Profanations by Giorgio Agamben

Profanations by Giorgio Agamben

Auteur:Giorgio Agamben [Agamben, Giorgio]
La langue: fra
Format: epub
Éditeur: Rivages
Publié: 2014-11-08T23:00:00+00:00


S’il en est ainsi, s’il n’est d’autre bonheur que celui que nous éprouvons quand nous nous sentons capables de magie, la définition énigmatique que Kafka donne de la magie devient transparente : la magie c’est quand on appelle la vie par son nom propre et qu’elle vient, « parce que telle est l’essence de la magie qui ne crée pas mais appelle ». Cette définition s’accorde avec l’antique tradition que les kabbalistes et les nécromanciens ont toujours scrupuleusement suivie et qui définit essentiellement la magie comme science des noms secrets. En effet, en plus de son nom manifeste, chaque chose, chaque être possède un nom caché auquel il ne peut pas ne pas répondre. Être un mage c’est connaître et évoquer cet archi-nom. De là, les listes interminables de noms (diaboliques ou angéliques) par lesquels le nécromancien s’assure un pouvoir sur les puissances spirituelles. Le nom secret n’est pour lui que le sceau de son pouvoir de vie ou de mort sur la créature qui le porte.

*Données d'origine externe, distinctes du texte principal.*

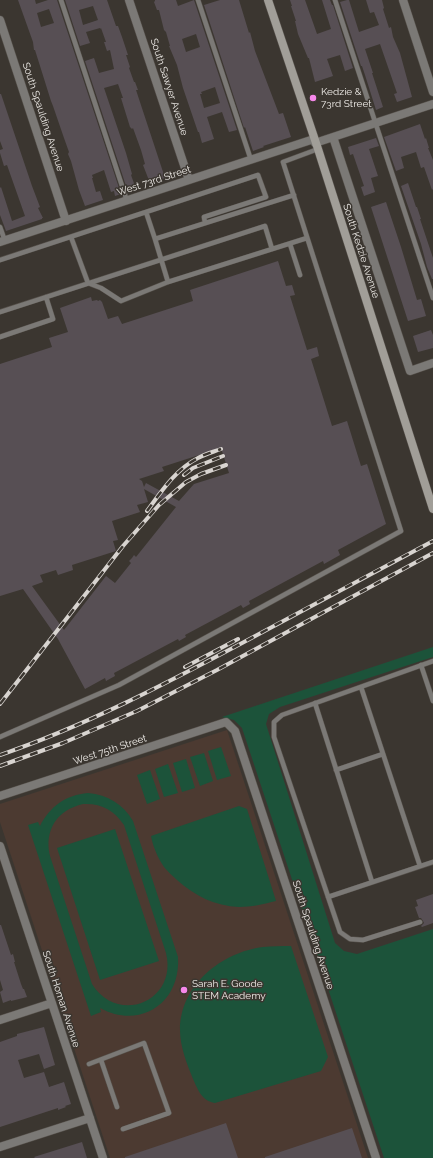 <!DOCTYPE html>
<style>
body{margin:0}
canvas{display:block;background:#3b3630}
</style>
<canvas width="433" height="1158"></canvas>
<script>
const c = document.querySelector('canvas').getContext('2d');
c.lineJoin = 'round';
function fill(path, color) { c.fillStyle = color; c.fill(path, 'evenodd'); }
function strokePath(path, color, width, dash) { c.strokeStyle = color; c.lineWidth = width; c.lineCap = dash ? 'butt' : 'round'; c.setLineDash(dash || []); c.stroke(path); }
function write(font, color, halo, rows, align = 'center') {
  c.font = font + ' Raleway,sans-serif'; c.lineWidth = 3; c.setLineDash([]); c.textBaseline = 'middle'; c.strokeStyle = halo; c.fillStyle = color; for (const [text, x, y, turn = 0] of rows) {
    c.save(); c.translate(x, y); c.rotate((+turn || 0) * Math.PI / 180); c.textAlign = isNaN(turn) ? turn : align; if (halo) c.strokeText(text, 0, 0); c.fillText(text, 0, 0); c.restore();
  }
}
fill(new Path2D(`
 M227,730L368,1158H110L0,822V804Z`), '#4c3a31');
fill(new Path2D(`
 M433,647V657L280,707L269,714L266,724L335,943L344,951L357,954L433,929V1158H384L242,728L234,720L222,717Z
 M221,747L231,776L217,780L208,751Z
 M204,753L213,781L200,786L190,757Z
 M186,759L195,788L182,792L173,763Z
 M168,764L178,793L164,797L155,769Z
 M150,770L160,799L147,804L137,775Z
 M88,793C108,795 123,804 133,821L178,957C181,1003 140,1030 100,1008L101,1012L91,1016L28,825L38,822L40,826C50,806 66,795 88,793ZM83,804C101,803 114,810 124,825L166,953C178,1001 118,1026 92,984L50,856C44,830 57,810 83,804Z
 M239,806L247,809L276,901C264,904 251,907 239,907C215,906 195,896 177,880C173,876 168,872 164,867C158,858 153,847 151,836Z
 M115,829L159,961L100,980L57,848Z
 M291,946L328,1057L321,1071L215,1103C202,1101 198,1090 193,1079C187,1064 180,1047 180,1030C180,985 222,952 263,947C272,946 282,946 291,946Z`), '#1c533a');
fill(new Path2D(`
 M18,0H35L36,4L48,0H57L121,194L115,196L114,191L111,192L104,170L92,175L93,178H92L96,192L100,191L103,200L85,206L79,190L71,161L68,154L69,152L64,138L53,106L51,101L35,50H34L33,42ZM49,9L54,23L41,27L37,13Z
 M65,0H107L116,26H118L122,37L128,55H126L130,67L129,68L134,82H135L138,90H136L165,178L150,183L143,165L145,164L141,150L133,128L132,129L130,127L121,98H123L118,84L104,88L126,153L132,174L131,175L136,189L128,192L85,61L94,58L99,73L114,69L110,50L107,51L104,42H106L101,28L100,29V28L86,32L90,43L80,46ZM93,6L98,20L83,25L79,10Z
 M155,0H176L178,6L194,0L237,130L229,132L222,112L207,117L214,139L202,143L199,132H198L183,88L177,65L169,46H170L166,32L164,30L159,10H157L154,2L155,1ZM196,34L200,47L186,52L182,39ZM215,87L220,103L204,108L200,94H202L201,92Z
 M220,0H239L249,33L250,32L255,51L279,114L283,113L291,137L263,146L264,147L253,151L245,127L244,128L204,5Z
 M290,0H305L317,34L331,29L322,0H330L332,5H333L353,68L345,71L340,55L327,59L333,76L315,82L309,58H308L298,34L295,21H296L291,6H292Z
 M347,0H349L359,32L379,25L374,12L370,13L366,0H382L384,8L383,9L389,28L391,27L393,37L400,53L412,97L397,102L394,94L397,93L380,44L365,49L373,73H372L383,107L376,110L365,75L362,66H361L340,2Z
 M0,94H1L32,186L40,207L38,208L43,218H42V219L6,231L0,215V188L1,187L12,221L25,216L7,165L4,166L0,153V150L3,149L0,141Z
 M420,124L425,139L426,138L429,148H428L433,160V189L432,190L424,167L421,168L416,152L401,157L404,168L396,171L384,137Z
 M376,138L379,146L369,149L378,176L371,178L375,192L364,196L361,187L364,186L353,154L350,155L348,147Z
 M408,183L416,207H417L421,219H420L433,258V279H432L427,267L421,244L401,186Z
 M386,202L401,247L417,300L421,299L426,316L408,321L371,207Z
 M278,261L286,286L292,285L295,295L290,296L307,350L317,347L319,356L311,359L332,426L347,421L361,466L367,464L386,524L338,550L340,555L324,564L323,561L249,601L250,604L243,608L241,605L185,635L186,637L179,641L178,639L114,673L115,676L106,681L105,678L85,689L58,639L23,589L0,596V364L52,347L49,338L68,332L60,308L91,297L92,301L97,300L98,301L100,300L102,302L108,319L118,316L122,324L193,301L190,290ZM221,448L229,473L194,484L179,501L146,483L144,487L142,481L139,479L164,471L162,467ZM144,489L176,507L136,557L134,555L132,558L129,561L131,563L115,583L106,576L64,630L32,586L43,582L40,575L56,570L58,575L73,570L72,565L116,551L113,541L118,540L112,521L140,512L137,505L148,502Z
 M431,330L433,335V348L418,352L413,336Z
 M433,894V923L422,927L421,926L424,923L423,921L421,918H419L415,907L418,906L416,900Z
 M0,925H1L11,955L13,954L15,962H14L21,984L23,989H24L27,997L11,1001V1000L3,1003L0,992L3,990L0,980Z
 M44,1027L55,1065L44,1069L39,1054L18,1060L24,1078L44,1072L49,1087L64,1082L71,1104L65,1106L66,1107L58,1110V1108L0,1127V1042L17,1036V1034Z
 M226,1123L238,1158H125V1157Z
 M352,1128L362,1158H265V1157Z
 M82,1142L87,1158H35L34,1157Z`), '#574f54');
const service = new Path2D(`
 M61,0L127,201
 M198,0L251,160
 M335,0L433,298
 M146,212L258,175L266,197L204,217L205,223
 M0,227L5,241
 M71,237L88,283L101,288L121,301L168,282L307,238
 M290,244L300,275
 M0,260L146,212L155,239
 M168,282L155,239L294,195
 M0,312L265,226L272,249
 M0,337L53,319L46,297
 M421,665L433,701
 M361,687L420,866
 M315,703L372,882
 M0,737L119,685L401,531L283,162L318,149
 M336,770L383,754
 M328,897L433,862
 M420,922L363,940L350,939L340,932L274,737V722L282,715L433,661
 M101,1060L117,1107
 M89,1064L144,1043L169,1113L123,1129`);
const minor = new Path2D(`
 M129,0L189,180
 M403,0L433,92
 M0,20L66,221
 M333,137L410,371L433,363
 M315,143L433,104
 M0,242L314,139
 M0,796L226,722L235,731L376,1158
 M0,846L103,1158
 M0,1020L52,1003
 M0,1147L90,1118`);
const secondary = new Path2D(`
 M268,0L318,149L433,509`);
strokePath(service, '#58534d', 5.5);
strokePath(minor, '#58534d', 9);
strokePath(secondary, '#58534d', 9);
strokePath(service, '#7b7976', 4.5);
strokePath(minor, '#7b7976', 8);
strokePath(secondary, '#a19e98', 8);
const rail = new Path2D(`
 M184,475L193,468L223,456
 M147,511C161,492 176,469 198,458C205,454 213,452 221,449
 M185,667L238,639
 M0,704L123,546L159,505L186,482L201,474L226,465
 M0,755C85,726 165,684 244,642C307,608 370,574 433,541
 M0,766L63,743L137,711L217,670L433,553`);
strokePath(rail, '#d8d4d0', 4);
strokePath(rail, '#3b3630', 2.5, [8]);
for (const [x, y, r, color] of [
 [313,98,4,"#f788eb"],
 [184,990,4,"#f788eb"]
]) { const dot = new Path2D(); dot.arc(x, y, r, 0, 2 * Math.PI); c.fillStyle = color; c.fill(dot); strokePath(dot, '#3b3630', 1.5); }
write('10px', '#eeebe7', '#3b3630', [
 ["South Sawyer Avenue",169,87,72],
 ["South Spaulding Avenue",43,117,72],
 ["West 73rd Street",154,181,-18],
 ["South Kedzie Avenue",361,251,72],
 ["West 75th Street",110,750,-18],
 ["South Spaulding Avenue",313,935,72],
 ["South Homan Avenue",61,999,72]
]);
write('10px', '#eeebe7', '#3b3630', [
 ["Kedzie &",321,92],
 ["73rd Street",321,104],
 ["Sarah E. Goode",192,984],
 ["STEM Academy",192,996]
], 'left');
</script>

Mais il est une autre tradition, plus lumineuse, selon laquelle le nom secret n’est pas le chiffre de l’assujettissement de la chose à la parole du mage, mais bien plutôt le monogramme qui sanctionne sa libération du langage. Le nom secret était ce nom par lequel la créature avait été appelée dans l’Éden, et en le prononçant, tous les noms manifestes, toute cette Babel des noms volent en éclats. C’est pourquoi, selon la doctrine, la magie est un appel au bonheur. Le nom secret est, en fait, le geste par lequel la créature est restituée à l’inexprimé. En dernière instance, la magie n’est pas la connaissance des noms, mais le geste par lequel le nom est arraché à la puissance du mage. Voilà pourquoi il n’est pas de plus grand bonheur pour un enfant que de s’inventer une langue secrète. Pourtant sa tristesse ne provient pas de ce qu’il ignore les noms magiques, mais de ce qu’il ne parvient pas à se défaire du nom qui lui a été imposé. À peine y a-t-il réussi, à peine a-t-il inventé un nom, qu’il serre entre ses mains le laissez-passer qui le livre au bonheur. Avoir un nom, telle est la faute. La justice est sans nom, comme la magie. Privée de nom, heureuse, la créature frappe à la porte du pays des magiciens. Ils ne s’expriment que par gestes.